DeepSWE is a fully-open-source, state-of the-art software engineering agent, which has been trained exclusively through reinforcement learning. DeepSWE is a state-of-the-art, fully open-source software engineering agent that was built using the Qwen3 32B language model. DeepSWE achieved 59% accuracy in the SWEBench verified benchmark. Together AI has made a big shift with this launch, shifting from pre-training pipelines to creating autonomous agents who continuously learn and grow through feedback.
Code Generation meets Reinforcement Education
DeepSWE, Agentica’s reinforcement learning framework designed for language agents (rLLM), is the outcome of the post-training Qwen332B model. In contrast to conventionally supervised approaches to fine tuning, rLLM allows agents adapt to actual workflows by gaining experience. DeepSWE is specifically designed to handle complex software engineering problems using feedback loops rather than static data.
The training pipeline incorporates Agentica’s R2EGym dataset—a software engineering benchmark designed for RL-style agent development. This framework is designed to train language models for action-oriented tasks, such as fixing bug, completing functions or editing code. DeepSWE is more in line with the way human engineers learn and iterate.
Performance Benchmarks & Capabilities
DeepSWE has a score of 59% when it comes to test-time scale on SWEBench Verified – the toughest benchmark available for software engineering agents. It is a significant improvement over previous open-weighted models. In Pass@1 evaluations—which measure the probability that the agent solves a problem correctly on the first attempt—DeepSWE reaches an impressive 42.2%.

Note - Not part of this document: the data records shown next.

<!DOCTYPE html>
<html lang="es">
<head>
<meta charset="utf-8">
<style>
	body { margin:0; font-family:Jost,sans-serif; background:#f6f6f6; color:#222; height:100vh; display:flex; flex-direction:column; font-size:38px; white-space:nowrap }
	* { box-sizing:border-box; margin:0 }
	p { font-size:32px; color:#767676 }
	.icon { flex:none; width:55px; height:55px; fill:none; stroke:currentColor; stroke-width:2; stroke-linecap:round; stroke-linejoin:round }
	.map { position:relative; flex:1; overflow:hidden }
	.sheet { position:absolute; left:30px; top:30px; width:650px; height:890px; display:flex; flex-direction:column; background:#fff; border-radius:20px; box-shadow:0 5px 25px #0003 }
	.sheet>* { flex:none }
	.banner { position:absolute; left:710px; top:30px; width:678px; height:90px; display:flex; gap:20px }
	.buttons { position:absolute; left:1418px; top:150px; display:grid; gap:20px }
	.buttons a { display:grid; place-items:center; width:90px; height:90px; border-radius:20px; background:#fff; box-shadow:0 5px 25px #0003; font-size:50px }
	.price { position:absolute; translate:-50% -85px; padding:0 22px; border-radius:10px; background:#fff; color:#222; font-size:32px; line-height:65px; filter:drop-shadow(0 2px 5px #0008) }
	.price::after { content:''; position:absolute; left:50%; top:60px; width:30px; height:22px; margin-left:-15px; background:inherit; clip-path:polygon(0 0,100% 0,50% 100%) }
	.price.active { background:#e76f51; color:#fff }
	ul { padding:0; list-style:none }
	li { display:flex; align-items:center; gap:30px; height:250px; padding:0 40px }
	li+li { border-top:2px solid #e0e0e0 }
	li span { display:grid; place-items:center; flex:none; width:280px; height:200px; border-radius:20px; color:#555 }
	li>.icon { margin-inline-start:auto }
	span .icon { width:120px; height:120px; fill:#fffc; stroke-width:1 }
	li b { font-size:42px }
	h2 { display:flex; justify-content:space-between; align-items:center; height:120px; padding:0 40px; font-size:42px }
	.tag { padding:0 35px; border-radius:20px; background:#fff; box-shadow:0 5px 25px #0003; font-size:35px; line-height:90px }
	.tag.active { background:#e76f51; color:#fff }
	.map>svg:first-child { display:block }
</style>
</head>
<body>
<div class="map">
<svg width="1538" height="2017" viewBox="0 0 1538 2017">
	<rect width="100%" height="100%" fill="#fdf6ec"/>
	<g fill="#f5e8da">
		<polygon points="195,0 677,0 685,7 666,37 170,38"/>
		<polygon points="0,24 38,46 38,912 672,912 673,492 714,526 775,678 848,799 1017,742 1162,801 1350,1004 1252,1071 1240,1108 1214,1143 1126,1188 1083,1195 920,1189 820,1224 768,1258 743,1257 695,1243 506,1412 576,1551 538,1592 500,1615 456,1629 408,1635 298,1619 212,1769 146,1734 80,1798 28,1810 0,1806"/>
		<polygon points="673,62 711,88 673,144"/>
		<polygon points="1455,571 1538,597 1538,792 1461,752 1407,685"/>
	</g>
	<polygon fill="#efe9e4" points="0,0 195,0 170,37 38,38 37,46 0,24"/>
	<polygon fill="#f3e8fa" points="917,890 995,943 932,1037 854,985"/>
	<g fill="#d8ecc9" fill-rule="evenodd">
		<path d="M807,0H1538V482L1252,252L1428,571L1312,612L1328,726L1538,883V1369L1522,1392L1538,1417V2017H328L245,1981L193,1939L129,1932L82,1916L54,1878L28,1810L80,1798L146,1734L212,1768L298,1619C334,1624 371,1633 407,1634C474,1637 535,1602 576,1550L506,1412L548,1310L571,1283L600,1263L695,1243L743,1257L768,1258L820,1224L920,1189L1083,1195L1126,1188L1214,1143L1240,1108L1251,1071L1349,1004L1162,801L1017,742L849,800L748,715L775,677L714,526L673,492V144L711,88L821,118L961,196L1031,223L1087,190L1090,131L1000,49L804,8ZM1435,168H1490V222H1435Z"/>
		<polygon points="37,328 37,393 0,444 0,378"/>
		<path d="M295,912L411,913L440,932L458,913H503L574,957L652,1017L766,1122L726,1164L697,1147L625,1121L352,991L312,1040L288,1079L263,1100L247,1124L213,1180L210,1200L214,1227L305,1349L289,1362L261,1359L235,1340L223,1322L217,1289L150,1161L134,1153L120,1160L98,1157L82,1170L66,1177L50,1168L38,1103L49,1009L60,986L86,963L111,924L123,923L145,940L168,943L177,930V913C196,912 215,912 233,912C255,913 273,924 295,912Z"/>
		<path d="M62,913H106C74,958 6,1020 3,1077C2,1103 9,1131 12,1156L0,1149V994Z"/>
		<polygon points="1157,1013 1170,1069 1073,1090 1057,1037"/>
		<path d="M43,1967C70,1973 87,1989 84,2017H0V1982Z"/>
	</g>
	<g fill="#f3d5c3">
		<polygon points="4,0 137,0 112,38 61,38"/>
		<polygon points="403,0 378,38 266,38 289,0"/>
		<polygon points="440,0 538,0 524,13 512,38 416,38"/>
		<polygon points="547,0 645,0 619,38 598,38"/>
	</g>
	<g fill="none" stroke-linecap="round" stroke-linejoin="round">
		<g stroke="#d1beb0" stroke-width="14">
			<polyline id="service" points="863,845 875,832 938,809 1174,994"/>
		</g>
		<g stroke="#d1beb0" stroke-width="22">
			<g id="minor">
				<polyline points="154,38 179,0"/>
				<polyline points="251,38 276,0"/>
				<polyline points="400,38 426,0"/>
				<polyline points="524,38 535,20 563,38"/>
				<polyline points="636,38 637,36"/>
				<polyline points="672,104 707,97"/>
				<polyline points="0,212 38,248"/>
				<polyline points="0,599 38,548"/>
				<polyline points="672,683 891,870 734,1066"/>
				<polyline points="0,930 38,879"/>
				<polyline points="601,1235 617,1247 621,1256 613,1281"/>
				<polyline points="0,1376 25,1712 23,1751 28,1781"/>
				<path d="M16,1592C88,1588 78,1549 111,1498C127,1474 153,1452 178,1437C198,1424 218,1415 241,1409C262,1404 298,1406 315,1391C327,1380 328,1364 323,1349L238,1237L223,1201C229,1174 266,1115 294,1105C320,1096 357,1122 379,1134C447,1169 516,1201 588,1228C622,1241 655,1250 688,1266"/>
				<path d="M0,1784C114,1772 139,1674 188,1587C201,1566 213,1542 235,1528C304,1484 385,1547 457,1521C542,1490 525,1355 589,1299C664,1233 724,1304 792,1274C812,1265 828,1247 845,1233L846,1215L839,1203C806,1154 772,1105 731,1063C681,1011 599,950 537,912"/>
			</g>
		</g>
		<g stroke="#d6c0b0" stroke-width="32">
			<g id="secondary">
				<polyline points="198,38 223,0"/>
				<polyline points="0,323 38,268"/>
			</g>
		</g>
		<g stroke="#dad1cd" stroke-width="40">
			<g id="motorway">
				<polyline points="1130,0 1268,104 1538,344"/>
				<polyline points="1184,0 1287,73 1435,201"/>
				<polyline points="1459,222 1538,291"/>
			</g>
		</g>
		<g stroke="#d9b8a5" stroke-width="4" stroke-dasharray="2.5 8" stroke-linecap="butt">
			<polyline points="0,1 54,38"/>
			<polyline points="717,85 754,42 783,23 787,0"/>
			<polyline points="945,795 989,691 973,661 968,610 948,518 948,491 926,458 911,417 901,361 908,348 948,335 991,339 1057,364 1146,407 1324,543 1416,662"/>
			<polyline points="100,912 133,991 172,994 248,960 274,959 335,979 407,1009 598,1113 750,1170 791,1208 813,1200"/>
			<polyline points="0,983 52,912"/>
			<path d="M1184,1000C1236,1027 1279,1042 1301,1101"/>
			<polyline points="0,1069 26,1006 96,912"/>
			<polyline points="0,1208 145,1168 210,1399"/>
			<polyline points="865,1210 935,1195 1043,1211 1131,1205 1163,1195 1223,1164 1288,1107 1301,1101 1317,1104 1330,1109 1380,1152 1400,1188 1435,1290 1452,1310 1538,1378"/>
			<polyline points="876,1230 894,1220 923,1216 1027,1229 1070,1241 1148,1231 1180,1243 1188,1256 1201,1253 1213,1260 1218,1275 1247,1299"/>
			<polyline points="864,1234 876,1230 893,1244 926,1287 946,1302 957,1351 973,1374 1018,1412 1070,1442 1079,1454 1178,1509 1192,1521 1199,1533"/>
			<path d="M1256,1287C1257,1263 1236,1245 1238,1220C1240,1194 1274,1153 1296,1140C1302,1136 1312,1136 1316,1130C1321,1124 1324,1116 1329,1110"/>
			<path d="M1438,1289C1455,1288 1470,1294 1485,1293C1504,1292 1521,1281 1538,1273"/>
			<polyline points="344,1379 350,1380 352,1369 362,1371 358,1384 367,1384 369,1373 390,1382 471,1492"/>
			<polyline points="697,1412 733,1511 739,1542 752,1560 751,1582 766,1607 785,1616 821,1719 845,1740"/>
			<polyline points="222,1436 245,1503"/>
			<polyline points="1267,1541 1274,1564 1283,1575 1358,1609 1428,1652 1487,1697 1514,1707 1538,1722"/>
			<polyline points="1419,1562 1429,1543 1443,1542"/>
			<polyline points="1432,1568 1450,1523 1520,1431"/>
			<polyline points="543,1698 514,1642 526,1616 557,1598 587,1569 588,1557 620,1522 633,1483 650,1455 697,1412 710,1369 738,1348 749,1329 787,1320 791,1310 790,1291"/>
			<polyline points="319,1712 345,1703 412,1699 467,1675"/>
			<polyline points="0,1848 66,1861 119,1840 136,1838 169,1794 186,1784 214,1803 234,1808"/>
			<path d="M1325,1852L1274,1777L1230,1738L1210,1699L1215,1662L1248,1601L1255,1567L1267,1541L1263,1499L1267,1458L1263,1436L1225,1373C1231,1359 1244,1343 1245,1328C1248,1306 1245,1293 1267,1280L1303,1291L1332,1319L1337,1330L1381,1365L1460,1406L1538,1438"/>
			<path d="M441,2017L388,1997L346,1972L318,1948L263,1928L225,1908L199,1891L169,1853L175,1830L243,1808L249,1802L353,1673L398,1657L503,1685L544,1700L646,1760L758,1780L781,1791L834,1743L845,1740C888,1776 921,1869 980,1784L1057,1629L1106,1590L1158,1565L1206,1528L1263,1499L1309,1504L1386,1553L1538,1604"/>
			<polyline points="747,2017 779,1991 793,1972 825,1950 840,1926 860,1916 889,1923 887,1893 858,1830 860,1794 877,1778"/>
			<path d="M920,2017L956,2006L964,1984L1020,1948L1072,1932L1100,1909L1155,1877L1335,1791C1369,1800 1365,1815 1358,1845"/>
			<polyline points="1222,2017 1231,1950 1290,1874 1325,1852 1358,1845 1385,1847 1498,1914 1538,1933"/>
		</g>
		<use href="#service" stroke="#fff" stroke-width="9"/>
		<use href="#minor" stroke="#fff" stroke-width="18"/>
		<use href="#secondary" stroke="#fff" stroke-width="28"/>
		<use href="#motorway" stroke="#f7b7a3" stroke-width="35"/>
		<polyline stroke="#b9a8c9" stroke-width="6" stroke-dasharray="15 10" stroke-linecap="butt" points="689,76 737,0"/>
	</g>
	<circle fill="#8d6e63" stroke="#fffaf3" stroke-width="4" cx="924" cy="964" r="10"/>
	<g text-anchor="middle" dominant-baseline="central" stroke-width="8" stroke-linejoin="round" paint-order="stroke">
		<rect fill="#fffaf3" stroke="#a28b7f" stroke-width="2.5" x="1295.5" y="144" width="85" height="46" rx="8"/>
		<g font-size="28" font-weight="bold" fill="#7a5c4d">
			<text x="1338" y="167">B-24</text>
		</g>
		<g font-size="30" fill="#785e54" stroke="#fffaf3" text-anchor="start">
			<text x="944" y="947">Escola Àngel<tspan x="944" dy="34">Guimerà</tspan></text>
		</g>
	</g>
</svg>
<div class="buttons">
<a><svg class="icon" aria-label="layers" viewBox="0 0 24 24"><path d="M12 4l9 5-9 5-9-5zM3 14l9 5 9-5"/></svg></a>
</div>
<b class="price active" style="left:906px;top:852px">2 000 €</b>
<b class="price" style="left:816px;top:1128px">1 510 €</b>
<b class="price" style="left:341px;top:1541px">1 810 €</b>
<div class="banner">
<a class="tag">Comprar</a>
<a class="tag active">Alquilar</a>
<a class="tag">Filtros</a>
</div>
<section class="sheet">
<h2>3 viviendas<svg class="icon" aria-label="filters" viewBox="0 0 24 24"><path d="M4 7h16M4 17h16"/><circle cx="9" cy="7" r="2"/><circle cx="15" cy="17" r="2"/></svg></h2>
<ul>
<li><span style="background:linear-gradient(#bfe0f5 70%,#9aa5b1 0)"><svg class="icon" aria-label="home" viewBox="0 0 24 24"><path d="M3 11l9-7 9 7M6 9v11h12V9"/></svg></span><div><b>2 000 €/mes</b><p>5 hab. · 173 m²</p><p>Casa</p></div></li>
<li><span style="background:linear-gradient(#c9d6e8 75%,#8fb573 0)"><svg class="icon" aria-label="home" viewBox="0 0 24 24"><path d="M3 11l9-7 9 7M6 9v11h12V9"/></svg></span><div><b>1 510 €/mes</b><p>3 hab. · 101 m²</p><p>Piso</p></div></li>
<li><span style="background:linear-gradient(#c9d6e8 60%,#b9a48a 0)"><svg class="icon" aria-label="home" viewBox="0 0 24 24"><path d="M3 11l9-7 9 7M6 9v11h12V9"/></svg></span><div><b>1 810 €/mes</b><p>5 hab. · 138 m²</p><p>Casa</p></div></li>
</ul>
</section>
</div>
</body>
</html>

These results demonstrate the potential of RL-based learning to improve agent behavior. Particularly in domains that demand iterative reasoning with precise outputs such as code synthesis. This model, inherited directly from Qwen332B’s architecture allows for it to scale efficiently while still being suitable for applications in the real-world.

The core of Open Source is Reproducibility and Open Source
The full transparency of the release stands out as a feature. AI and Agentica open-sourced together not only the DeepSWE models, but the entire recipe including the R2EGym dataset and scripts for training configuration. The open-source model allows for reproducibility, and the research and development communities are invited to build on DeepSWE.
DeepSWE rLLM is available to developers through the following links:
Now that Language Agents are available, we have moved from Language Reasoners.
DeepSWE represents a shift in both philosophy and practice: instead of building models to reason about languages, it builds agents who learn by interacting. LLMs that are based on traditional methods have strong reasoning skills, but lack the flexibility to learn from feedback and improve over time. These models are able to perform better than expected at the start, and improve with time.
Using this method also allows for local deployment. Because DeepSWE is fully open-source and modular, it can be extended and retrained for organization-specific use cases. Researchers and developers are able to build agents on DeepSWE utilizing rLLM. These agents can be used in diverse domains including web navigation or robotics.
The conclusion of the article is:
DeepSWE represents a significant milestone in the development of AI-generated software. Together AI has enabled a future in which agents will not only be pre-trained, but also continuously trained and improved. This is achieved by applying reinforcement learning on large language models such as Qwen332B, and releasing their entire training infrastructure. This shift from language-based agency to an action-oriented one has profound implications in programming, automation, intelligent system design, and other areas.
The researchers are the sole owners of all credit. Also, feel free to follow us on Twitter Don’t forget about our 100k+ ML SubReddit Subscribe now our Newsletter.
Asif Razzaq, CEO of Marktechpost Media Inc. is a visionary engineer and entrepreneur who is dedicated to harnessing Artificial Intelligence’s potential for the social good. Marktechpost was his most recent venture. This platform, which focuses on machine learning and deep-learning news, is known to be both technically solid and understandable for a broad audience. Over 2 million views per month are a testament to the platform’s popularity.